Is WriteShop Secular?

WriteShop Primary and WriteShop Junior

There is no faith-based content in WriteShop Primary and WriteShop Junior.

WriteShop I and II

WriteShop I and II, while not overtly religious, do contain occasional religious references. They are minimal and can easily be skipped or even changed to suit your own needs. These are the religious references you can expect to find:

GENERAL RELIGIOUS CONTENT

  • Student & Teacher Checklists. Each checklist will ask students to determine whether their topic and choice of words are pleasing to the Lord and edifying to others. (In other words, did the student refrain from offensive content and vulgar, crass, or unwholesome language?)
  • Teacher’s Manual lesson plans. The teacher’s instructions for Lesson 1 include the references for four Bible verses to look up, if you wish.
  • Examples of student writing. A few examples of student writing make a one-time mention of God or a Bible verse. They include phrases like I think this [rock] is one of God’s most unique creations (Lesson 1); Abraham, a mighty man of God, had many struggles during his life (Lesson 10); or He lives out the verse in Proverbs that says a friend sticks closer than a brother (Lesson 29).
  • Student lesson content. In Lesson 15 (WriteShop I), students are asked to retell the Old Testament story of David and Goliath from the point of view of one of the characters. If you don’t mind teaching Greek mythology or Native American folklore, you can similarly view this as using the Bible as literature. The lesson focus is not about retelling a Bible story; it’s about writing from a particular point of view. So if you’d rather skip the David and Goliath story, simply choose another short, familiar tale your student can rewrite. (The Teacher’s Manual uses The Tale of Peter Rabbit for the practice paragraph.)
  • Skill Builder content. Skill Builder worksheets teach vocabulary-building and grammar concepts. They occasionally include a sentence with religious connotations, such as _____________, Pastor Edwards bowed his head. A student can fill in the blank with a “religious” answer (Praying quietly…) or a “neutral” answer (Trying to avoid the rain…). The vast majority of Skill Builders contain neutral themes like sports, pets, family, home, nature, and food.
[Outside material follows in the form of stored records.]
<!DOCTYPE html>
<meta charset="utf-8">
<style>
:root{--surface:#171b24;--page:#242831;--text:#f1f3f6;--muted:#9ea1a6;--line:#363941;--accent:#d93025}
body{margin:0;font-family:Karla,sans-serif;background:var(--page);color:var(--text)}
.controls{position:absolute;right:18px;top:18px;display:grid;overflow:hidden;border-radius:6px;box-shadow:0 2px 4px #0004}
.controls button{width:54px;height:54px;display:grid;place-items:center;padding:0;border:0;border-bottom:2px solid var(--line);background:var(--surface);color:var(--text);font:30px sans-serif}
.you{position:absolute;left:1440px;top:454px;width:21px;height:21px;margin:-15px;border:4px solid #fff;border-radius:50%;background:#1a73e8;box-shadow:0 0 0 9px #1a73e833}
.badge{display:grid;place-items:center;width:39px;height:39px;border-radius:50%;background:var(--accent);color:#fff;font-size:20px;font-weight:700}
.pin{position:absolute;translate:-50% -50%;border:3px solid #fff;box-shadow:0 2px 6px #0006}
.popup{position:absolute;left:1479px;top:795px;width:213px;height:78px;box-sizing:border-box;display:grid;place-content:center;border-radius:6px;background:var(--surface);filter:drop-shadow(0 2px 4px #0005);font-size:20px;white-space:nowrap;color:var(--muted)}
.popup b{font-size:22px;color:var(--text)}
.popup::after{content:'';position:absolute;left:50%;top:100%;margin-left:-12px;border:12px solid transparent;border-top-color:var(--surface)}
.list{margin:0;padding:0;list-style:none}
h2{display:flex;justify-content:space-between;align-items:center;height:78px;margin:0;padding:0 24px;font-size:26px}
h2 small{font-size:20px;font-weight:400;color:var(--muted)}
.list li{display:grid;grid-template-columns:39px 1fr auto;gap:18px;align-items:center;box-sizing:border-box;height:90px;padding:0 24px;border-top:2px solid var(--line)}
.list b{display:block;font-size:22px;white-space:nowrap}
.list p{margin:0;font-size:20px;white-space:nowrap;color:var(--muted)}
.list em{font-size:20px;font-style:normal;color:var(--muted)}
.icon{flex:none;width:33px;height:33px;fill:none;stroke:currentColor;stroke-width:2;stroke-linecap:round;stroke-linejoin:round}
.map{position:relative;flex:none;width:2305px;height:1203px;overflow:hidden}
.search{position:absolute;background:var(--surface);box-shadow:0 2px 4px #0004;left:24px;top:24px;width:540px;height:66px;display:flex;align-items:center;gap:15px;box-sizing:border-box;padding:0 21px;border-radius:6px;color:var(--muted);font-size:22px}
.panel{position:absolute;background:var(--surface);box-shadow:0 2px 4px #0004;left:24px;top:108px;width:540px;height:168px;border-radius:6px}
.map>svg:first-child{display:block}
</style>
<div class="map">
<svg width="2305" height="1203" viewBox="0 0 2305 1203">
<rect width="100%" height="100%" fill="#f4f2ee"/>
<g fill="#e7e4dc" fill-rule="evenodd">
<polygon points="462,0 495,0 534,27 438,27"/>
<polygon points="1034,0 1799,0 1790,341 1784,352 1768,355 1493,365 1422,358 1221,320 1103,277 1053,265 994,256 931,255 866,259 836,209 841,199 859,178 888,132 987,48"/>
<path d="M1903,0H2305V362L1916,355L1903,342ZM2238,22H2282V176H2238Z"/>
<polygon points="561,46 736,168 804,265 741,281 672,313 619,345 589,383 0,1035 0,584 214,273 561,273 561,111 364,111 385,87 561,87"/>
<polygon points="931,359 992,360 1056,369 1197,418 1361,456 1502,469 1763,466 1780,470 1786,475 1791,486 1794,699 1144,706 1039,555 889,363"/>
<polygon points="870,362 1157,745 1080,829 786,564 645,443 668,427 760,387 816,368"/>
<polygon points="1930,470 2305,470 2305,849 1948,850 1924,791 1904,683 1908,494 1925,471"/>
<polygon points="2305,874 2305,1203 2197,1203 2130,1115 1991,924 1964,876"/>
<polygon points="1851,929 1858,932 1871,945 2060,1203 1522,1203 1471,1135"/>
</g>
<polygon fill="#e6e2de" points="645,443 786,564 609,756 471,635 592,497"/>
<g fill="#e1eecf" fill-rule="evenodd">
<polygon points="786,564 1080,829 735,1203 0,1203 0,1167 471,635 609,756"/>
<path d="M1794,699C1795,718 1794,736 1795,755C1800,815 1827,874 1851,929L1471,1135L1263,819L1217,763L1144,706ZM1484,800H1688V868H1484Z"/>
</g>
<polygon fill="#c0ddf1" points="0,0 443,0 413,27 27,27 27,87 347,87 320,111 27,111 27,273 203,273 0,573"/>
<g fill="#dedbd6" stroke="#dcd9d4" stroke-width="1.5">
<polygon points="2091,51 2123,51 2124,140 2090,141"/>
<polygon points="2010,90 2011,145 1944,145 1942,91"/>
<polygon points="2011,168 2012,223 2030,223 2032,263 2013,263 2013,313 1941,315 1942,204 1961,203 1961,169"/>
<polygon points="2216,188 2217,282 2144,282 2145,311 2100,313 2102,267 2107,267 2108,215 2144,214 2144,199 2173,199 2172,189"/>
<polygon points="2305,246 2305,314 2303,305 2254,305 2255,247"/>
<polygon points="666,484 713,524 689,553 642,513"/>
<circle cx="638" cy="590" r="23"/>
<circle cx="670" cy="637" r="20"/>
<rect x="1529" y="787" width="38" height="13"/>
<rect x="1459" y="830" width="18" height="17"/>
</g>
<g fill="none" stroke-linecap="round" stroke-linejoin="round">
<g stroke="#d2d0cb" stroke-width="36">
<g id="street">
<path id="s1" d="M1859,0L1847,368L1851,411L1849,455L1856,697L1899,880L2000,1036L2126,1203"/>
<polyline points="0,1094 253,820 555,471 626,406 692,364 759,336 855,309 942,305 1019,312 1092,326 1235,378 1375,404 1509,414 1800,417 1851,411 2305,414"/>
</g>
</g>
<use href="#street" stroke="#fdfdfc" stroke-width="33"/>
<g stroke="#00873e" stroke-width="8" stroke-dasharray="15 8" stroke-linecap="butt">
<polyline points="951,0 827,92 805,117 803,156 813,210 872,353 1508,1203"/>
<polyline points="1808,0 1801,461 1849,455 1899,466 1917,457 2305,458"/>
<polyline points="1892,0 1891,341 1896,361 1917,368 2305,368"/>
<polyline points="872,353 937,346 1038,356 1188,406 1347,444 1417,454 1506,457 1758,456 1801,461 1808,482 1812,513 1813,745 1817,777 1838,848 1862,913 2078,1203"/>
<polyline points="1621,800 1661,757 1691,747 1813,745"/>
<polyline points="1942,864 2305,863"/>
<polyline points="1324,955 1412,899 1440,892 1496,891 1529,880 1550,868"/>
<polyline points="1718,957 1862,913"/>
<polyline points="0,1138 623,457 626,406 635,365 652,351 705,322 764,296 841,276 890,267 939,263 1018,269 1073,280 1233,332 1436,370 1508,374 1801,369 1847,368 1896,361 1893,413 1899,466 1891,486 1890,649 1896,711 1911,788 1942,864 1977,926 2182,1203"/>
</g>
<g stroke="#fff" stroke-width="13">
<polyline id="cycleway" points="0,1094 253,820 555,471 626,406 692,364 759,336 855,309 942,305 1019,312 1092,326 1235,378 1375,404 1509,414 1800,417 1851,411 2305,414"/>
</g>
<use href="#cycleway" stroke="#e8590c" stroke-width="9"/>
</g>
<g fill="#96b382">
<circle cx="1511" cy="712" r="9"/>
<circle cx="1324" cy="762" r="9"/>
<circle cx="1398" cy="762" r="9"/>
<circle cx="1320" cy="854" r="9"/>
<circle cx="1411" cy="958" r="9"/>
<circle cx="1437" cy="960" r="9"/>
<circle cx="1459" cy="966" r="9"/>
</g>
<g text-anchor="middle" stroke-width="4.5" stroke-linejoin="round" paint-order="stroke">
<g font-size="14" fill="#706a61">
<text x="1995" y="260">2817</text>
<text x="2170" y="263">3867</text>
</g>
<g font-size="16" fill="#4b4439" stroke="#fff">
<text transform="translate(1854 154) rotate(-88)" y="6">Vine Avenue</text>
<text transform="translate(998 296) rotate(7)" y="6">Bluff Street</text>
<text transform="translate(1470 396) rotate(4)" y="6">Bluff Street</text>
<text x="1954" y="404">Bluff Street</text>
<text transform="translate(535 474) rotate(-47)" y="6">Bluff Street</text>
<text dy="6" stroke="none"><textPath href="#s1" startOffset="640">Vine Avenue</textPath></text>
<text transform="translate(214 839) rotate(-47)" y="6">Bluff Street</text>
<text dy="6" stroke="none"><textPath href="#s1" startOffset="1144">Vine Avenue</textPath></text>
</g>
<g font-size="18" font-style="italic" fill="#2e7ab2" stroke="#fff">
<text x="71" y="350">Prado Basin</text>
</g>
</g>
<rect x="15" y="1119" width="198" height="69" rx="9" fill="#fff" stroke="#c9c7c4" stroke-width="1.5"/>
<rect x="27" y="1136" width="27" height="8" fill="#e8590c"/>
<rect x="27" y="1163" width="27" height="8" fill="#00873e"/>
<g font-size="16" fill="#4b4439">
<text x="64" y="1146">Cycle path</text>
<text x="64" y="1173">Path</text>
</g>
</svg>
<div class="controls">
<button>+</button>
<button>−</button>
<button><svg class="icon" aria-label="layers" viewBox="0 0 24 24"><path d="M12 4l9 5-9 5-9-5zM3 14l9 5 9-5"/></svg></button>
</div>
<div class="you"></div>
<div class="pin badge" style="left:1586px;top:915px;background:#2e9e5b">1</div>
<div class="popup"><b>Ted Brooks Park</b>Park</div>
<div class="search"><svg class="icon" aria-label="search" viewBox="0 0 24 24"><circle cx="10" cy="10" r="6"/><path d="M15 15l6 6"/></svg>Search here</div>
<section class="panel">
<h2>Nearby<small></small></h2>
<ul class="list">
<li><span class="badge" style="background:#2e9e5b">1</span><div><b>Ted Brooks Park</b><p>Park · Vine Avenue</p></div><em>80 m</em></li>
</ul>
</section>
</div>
SPECIFICALLY CHRISTIAN CONTENT

  • Teacher’s Manual. The teacher’s instructions for Lesson 3 contain two sentences discussing the Christian attitude toward excellence. Of the 84 essay topics suggested in Appendix B (for use with WriteShop II), seven deal with biblical subject matter, appropriate for such classes as “The Bible as Literature” or “Comparative Religions.” Only three of the seven are Christian-specific. Note: Essay topics are not found in the student workbooks; you choose and assign them yourself.
  • Student Workbooks. In a pre-writing activity in Lesson 25 (WriteShop II), students are asked to read an essay about the importance of studying one’s Bible with the purpose of identifying transition words and paragraph breaks. This activity is not essential for successful completion of the lesson, and the lesson itself (writing an opinion essay) is unrelated to any religious theme. Teachers are free to develop a similar exercise using more neutral material.